Reiterated DNA fragments in defective genomes of Autographa californica nuclear polyhedrosis virus are competent for AcMNPV-dependent DNA replication.

We previously reported on the generation of approximately 50-kb size defective genomes (DGs) which appeared to retain less than 2.2% of the standard Autographa californica nuclear polyhedrosis virus (AcMNPV) DNA between 85.0 and 87.2 MU while the rest of the virus DNA had been largely deleted (Lee and Krell, J. Virol., 66:4339-4347, 1992). To investigate these presumably repeated sequences further, we cloned and analyzed the most abundant hypermolar 1.80-kb Xhol DNA fragment as well as a minor but also supermolar 1.74-kb Xhol fragment of the DGs.

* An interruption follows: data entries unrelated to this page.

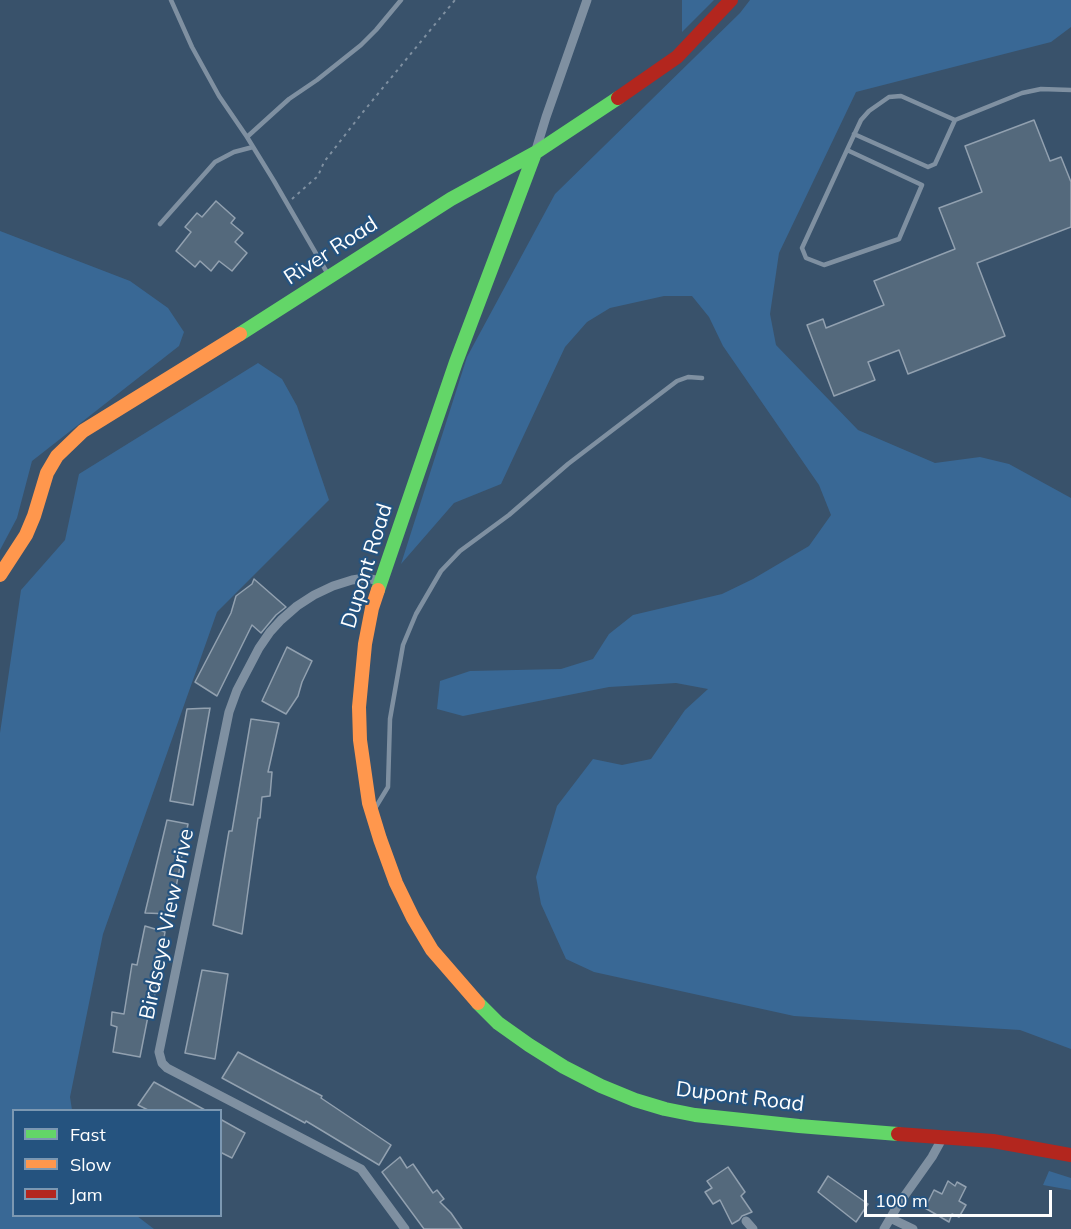 <!DOCTYPE html>
<style>
body{margin:0}
#map{position:relative;width:1071px;height:1229px;overflow:hidden;background:#39526b;font-family:Mulish,sans-serif}
canvas{display:block}
.legend{position:absolute;left:12px;top:1109px;width:210px;height:108px;box-sizing:border-box;background:#25537f;border:2px solid #7c98b2;margin:0;padding:8px 10px;list-style:none;font-size:18px;color:#fff}
.legend li{display:flex;align-items:center;gap:12px;height:30px}
.legend b{width:30px;border:2px solid #7c98b2}
.scale{position:absolute;left:864px;top:1190px;width:188px;height:27px;box-sizing:border-box;border:3px solid #fff;border-top:0;padding-left:8px;font-size:18px;line-height:21px;white-space:nowrap;color:#fff;-webkit-text-stroke:4px #25537f;paint-order:stroke}
</style>
<div id="map">
<canvas width="1071" height="1229"></canvas>
<ul class="legend">
<li><b style="height:8px;background:#63d668"></b>Fast</li>
<li><b style="height:8px;background:#ff974d"></b>Slow</li>
<li><b style="height:8px;background:#b3261e"></b>Jam</li>
</ul>
<div class="scale">100 m</div>
</div>
<script>
const c = document.querySelector('canvas').getContext('2d');
c.lineJoin = 'round';
function paint(path, color) { c.fillStyle = color; c.fill(path, 'evenodd'); }
const toPath = rows => new Path2D(rows.map(r => 'M' + r).join(''));
function strokePath(path, color, width, dash) { c.strokeStyle = color; c.lineWidth = width; c.lineCap = dash ? 'butt' : 'round'; c.setLineDash(dash || []); c.stroke(path); }
function drawText(font, color, halo, rows, align = 'center') {
  c.font = font + ' Mulish,sans-serif'; c.lineWidth = 4.5; c.setLineDash([]); c.textBaseline = 'middle'; c.strokeStyle = halo; c.fillStyle = color; for (const [text, x, y, turn = 0] of rows) {
    c.save(); c.translate(x, y); c.rotate((+turn || 0) * Math.PI / 180); c.textAlign = isNaN(turn) ? turn : align; if (halo) c.strokeText(text, 0, 0); c.fillText(text, 0, 0); c.restore();
  }
}
paint(toPath([
 [682,0,714,0,682,32],
 [750,0,1071,0,1071,27,1051,42,856,92,779,253,770,314,776,345,858,430,935,463,980,457,1009,464,1071,498,1071,1049,1020,1030,794,1016,594,972,566,959,541,904,536,877,557,806,593,759,622,765,651,759,685,710,708,689,676,683,609,687,463,716,437,709,440,681,470,671,561,669,593,659,609,634,633,615,722,594,753,579,809,546,831,515,819,485,723,346,709,317,692,296,664,296,610,308,587,322,565,347,501,484,454,503,401,564,467,357,555,194,740,13],
 [0,231,130,281,168,308,184,332,179,346,32,461,17,518,0,550],
 [258,363,282,379,297,406,329,500,217,612,103,934,70,1097,72,1110,14,1110,14,1216,137,1216,154,1229,0,1229,0,733,21,590,65,540,79,474],
 [1049,1171,1071,1178,1071,1190,1043,1185]
]), '#396895');
const building = toPath([
 [1034,120,1050,161,1061,157,1071,182,1071,227,977,263,1005,336,908,374,899,350,868,362,875,380,834,396,807,325,823,319,826,328,884,305,874,281,955,249,939,208,982,192,965,146,1034,120],
 [216,201,235,218,231,223,243,233,235,242,247,253,232,271,219,261,211,271,200,261,195,267,176,251,191,232,185,227,197,213,202,217,216,201],
 [254,579,286,607,276,615,261,633,252,625,217,696,195,682,231,613,236,596,252,584,254,579],
 [287,647,312,661,302,682,298,696,286,714,262,701,287,647],
 [210,708,193,805,170,801,187,709,210,708],
 [251,719,279,723,268,772,272,772,270,796,262,797,260,818,258,818,242,934,213,925,229,831,232,831,251,719],
 [167,820,188,824,171,914,145,913,167,820],
 [145,926,165,932,152,1012,149,1011,140,1057,113,1052,117,1027,111,1025,112,1012,124,1014,132,964,137,965,145,926],
 [202,970,228,974,215,1059,185,1053,202,970],
 [238,1052,322,1096,321,1098,391,1145,379,1165,306,1121,305,1123,222,1078,238,1052],
 [154,1082,205,1110,148,1110,138,1105,154,1082],
 [220,1119,245,1133,232,1158,220,1152,220,1119],
 [400,1157,407,1168,413,1164,433,1193,437,1190,444,1199,440,1202,451,1213,462,1229,424,1229,382,1172,400,1157],
 [728,1167,745,1192,741,1196,752,1212,742,1216,739,1220,732,1224,720,1200,713,1204,705,1192,712,1188,707,1181,728,1167],
 [828,1176,868,1204,856,1222,818,1192,828,1176],
 [948,1181,955,1186,957,1182,966,1187,959,1201,966,1205,959,1217,952,1214,949,1222,925,1208,934,1190,942,1194,948,1181]
]);
paint(building, '#54697c');
strokePath(building, '#92a1b0', 1.5);
strokePath(toPath([
 [292,199,318,176,324,162,363,112,455,0]
]), '#7f90a1', 2, [3, 4.5]);
strokePath(toPath([
 [171,0,192,47,219,96,247,137,274,181,329,276],
 [854,134,928,167,935,164,955,120],
 [247,137,289,99,317,80,361,45,376,30,401,0],
 [847,150,922,185,899,239,824,265,806,258,802,248,847,150,861,120,869,111,889,97,901,96,955,120,1022,93,1041,89,1071,90],
 [160,224,215,162,234,152,253,147],
 [374,810,388,787,390,719,403,645,416,614,441,571,460,551,509,515,568,464,677,381,688,377,702,378]
]), '#7f90a1', 4.5);
strokePath(toPath([
 [535,153,546,117,587,0],
 [381,581,365,578,352,580,333,586,314,595,297,606,281,620,270,632,259,648,237,690,229,712,159,1052,162,1063,167,1068,361,1169,405,1229],
 [890,1218,913,1229],
 [746,1221,753,1229],
 [884,1229,898,1205,932,1157,943,1137]
]), '#7f90a1', 9);
strokePath(toPath([
 [240,334,451,199,535,153,618,98],
 [378,590,456,362,535,153],
 [478,1003,498,1023,529,1045,564,1067,601,1086,635,1100,665,1109,695,1115,799,1126,898,1134]
]), '#63d668', 14);
strokePath(toPath([
 [0,575,26,535,34,516,47,473,57,456,83,431,240,334],
 [378,590,372,608,365,644,359,707,360,740,369,803,380,839,396,883,413,918,432,950,478,1003]
]), '#ff974d', 14);
strokePath(toPath([
 [618,98,677,57,731,0],
 [898,1134,993,1141,1071,1155]
]), '#b3261e', 14);
drawText('21px', '#fff', '#25537f', [
 ["River Road",331,251,-33],
 ["Dupont Road",367,566,-73],
 ["Birdseye View Drive",167,924,-78],
 ["Dupont Road",740,1097,7]
]);
</script>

These two DNA segments collectively covered 2371-bp of the standard AcMNPV DNA with a 1174-bp overlap around the Xhol site at 85.9 MU. Analysis of DGs by two-dimensional gel electrophoresis indicated that the 1.80- and 1.74-kb Xhol fragments (and most other novel Xhol fragments of the DG) were organized as tandem repeats in the DGs. We identified, in the DG population, small supercoiled DNA molecules approximately 1.0- to 8.2-kb (and possibly up to around 50 kb, the size of the major defective DNA species) in size and which contained the same DNA sequence as that of the major 1.80-kb repeat in the DGs. Furthermore, these cloned repeat sequences, represented by pLK1.80 and pLK1.74 showed AcMNPV infection-dependent autonomous replication, suggesting that an origin of DNA replication might reside within the HindIII to EcoRI segment (85.1 to 86.6 MU) of the HindIII-K fragment.